Se ven por La Habana Vieja. Sobre todo entre turistas extranjeros que los miran, es evidente, con una mezcla de curiosidad y compasión.
Cantan, bailan, exhiben sus coloridas indumentarias, aceptan un trago de ron y cualquier moneda de las dos que circulan en la Isla. Algunos, por qué no, son un poco hasta poetas, o venden golosinas hechas en casa.
Surgieron, es la verdad, con el todavía actual Período Especial en Tiempos de Paz, decretado por Fidel Castro cuando se desplomó el Muro de Berlín, Gorbachov hizo una llamada telefónica al viejo opositor ruso Andrei Sajarov y las cabezas de las estatuas de Lenin rodaron por el piso a martillazo limpio.
Pero proliferaron cuando se implantó en Cuba la doble moneda, cuando el peso cubano de los salarios no servía para comprar en las tiendas mejor abastecidas. Fue entonces que un sinnúmero de cubanos se convirtieron en juglares o, mejor dicho, cuando descubrieron que con sus escasas dotes artísticas podían comer caliente antes de dormir.
Algunos los llaman pícaros, porque carecen de un verdadero talento. Para otros están perdonados. A la legua se ve que son gente muy humilde, gente de a pie por todos los costados e incapaces de buscarse la vida como lanzadores de cuchillos, como equilibristas de tejados, domadores de animales o simplemente como auténticos trovadores.

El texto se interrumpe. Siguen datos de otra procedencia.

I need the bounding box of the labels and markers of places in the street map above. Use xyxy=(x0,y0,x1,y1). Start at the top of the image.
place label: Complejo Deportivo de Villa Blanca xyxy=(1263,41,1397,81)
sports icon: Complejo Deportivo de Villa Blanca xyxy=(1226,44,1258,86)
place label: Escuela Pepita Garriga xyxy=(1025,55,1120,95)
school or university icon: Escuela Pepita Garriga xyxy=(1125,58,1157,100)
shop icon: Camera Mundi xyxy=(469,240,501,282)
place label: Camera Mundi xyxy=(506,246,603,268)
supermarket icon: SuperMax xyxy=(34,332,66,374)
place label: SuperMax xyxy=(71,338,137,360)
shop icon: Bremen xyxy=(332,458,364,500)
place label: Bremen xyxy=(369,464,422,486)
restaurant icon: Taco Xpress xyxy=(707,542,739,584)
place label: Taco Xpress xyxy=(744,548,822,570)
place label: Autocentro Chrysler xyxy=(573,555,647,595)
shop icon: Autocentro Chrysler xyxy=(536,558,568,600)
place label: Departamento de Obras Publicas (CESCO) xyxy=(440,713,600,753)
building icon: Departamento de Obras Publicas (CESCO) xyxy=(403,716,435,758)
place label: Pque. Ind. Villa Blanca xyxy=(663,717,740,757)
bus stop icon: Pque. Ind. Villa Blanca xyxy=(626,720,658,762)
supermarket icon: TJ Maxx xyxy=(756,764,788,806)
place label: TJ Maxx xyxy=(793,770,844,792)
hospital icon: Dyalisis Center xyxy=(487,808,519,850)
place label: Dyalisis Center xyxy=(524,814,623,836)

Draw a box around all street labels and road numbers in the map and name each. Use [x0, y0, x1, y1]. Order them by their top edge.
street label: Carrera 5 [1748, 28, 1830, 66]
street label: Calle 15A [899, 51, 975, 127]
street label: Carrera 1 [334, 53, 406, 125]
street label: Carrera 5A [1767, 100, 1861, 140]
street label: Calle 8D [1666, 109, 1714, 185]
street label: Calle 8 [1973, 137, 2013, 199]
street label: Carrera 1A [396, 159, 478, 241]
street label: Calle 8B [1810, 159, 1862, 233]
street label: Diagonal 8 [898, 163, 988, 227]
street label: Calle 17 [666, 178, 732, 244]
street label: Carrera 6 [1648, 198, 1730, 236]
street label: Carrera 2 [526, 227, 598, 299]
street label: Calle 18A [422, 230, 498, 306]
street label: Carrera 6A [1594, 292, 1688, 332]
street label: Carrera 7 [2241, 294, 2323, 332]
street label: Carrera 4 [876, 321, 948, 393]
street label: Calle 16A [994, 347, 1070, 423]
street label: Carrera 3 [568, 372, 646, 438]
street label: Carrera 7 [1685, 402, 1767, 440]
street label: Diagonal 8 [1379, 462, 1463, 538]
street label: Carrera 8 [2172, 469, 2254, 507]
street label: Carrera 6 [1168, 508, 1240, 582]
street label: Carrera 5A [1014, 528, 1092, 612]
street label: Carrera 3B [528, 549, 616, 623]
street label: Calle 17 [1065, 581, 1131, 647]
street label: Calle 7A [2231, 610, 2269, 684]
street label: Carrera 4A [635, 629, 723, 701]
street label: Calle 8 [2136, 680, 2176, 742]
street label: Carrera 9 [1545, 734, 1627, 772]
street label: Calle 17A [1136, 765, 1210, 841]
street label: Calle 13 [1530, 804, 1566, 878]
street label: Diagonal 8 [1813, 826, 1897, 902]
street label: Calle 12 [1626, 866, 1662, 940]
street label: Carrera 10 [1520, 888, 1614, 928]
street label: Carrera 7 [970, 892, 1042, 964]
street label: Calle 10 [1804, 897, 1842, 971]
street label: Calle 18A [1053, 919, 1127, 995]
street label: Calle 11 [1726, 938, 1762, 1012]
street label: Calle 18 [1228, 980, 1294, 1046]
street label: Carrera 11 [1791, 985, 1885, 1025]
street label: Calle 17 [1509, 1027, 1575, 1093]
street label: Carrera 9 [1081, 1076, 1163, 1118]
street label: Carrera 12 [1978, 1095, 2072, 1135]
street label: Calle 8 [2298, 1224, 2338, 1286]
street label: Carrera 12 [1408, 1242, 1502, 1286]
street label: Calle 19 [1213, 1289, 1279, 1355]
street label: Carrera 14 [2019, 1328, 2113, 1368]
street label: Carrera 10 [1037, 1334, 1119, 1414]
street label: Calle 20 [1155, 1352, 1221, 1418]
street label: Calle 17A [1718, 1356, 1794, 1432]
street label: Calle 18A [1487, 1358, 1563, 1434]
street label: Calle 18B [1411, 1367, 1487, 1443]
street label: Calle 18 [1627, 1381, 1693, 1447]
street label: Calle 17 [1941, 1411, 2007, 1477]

Cantan como pueden, bailan como lo ven hacer en casa, carecen de repertorio y ni siquiera pueden imitar a un famoso de la TV. Mucho menos cuentan historias de héroes como Alejandro Magno, El Cid, o Fidel Castro, porque no se las saben.
Como realizan un arte pagano, jamás han sido invitados al mundo político de la gran corte para recreo de generales y reyes. Ni en las afueras de las grandes residencias de la clase desaparecida, hoy de la nueva clase, han podido poner sus pies, casi desnudos.
Se ajustan y conforman con su realidad por las viejas calles de La Habana y la escenifican lo mejor que pueden, libres e independientes, en una zona paternalista, controlada por el Historiador de la Ciudad.
En la juglaresca habanera puede haber de todo: desde una anciana con turbante y nariz aguileña que vende por un dólar la mejor de sus sonrisas más amables, la que carga con altar, santa y todo lo que puede, hasta aquel que se pasea en su bicicleta con sus dos cachorros, bien abrigados por el frío de este frío diciembre.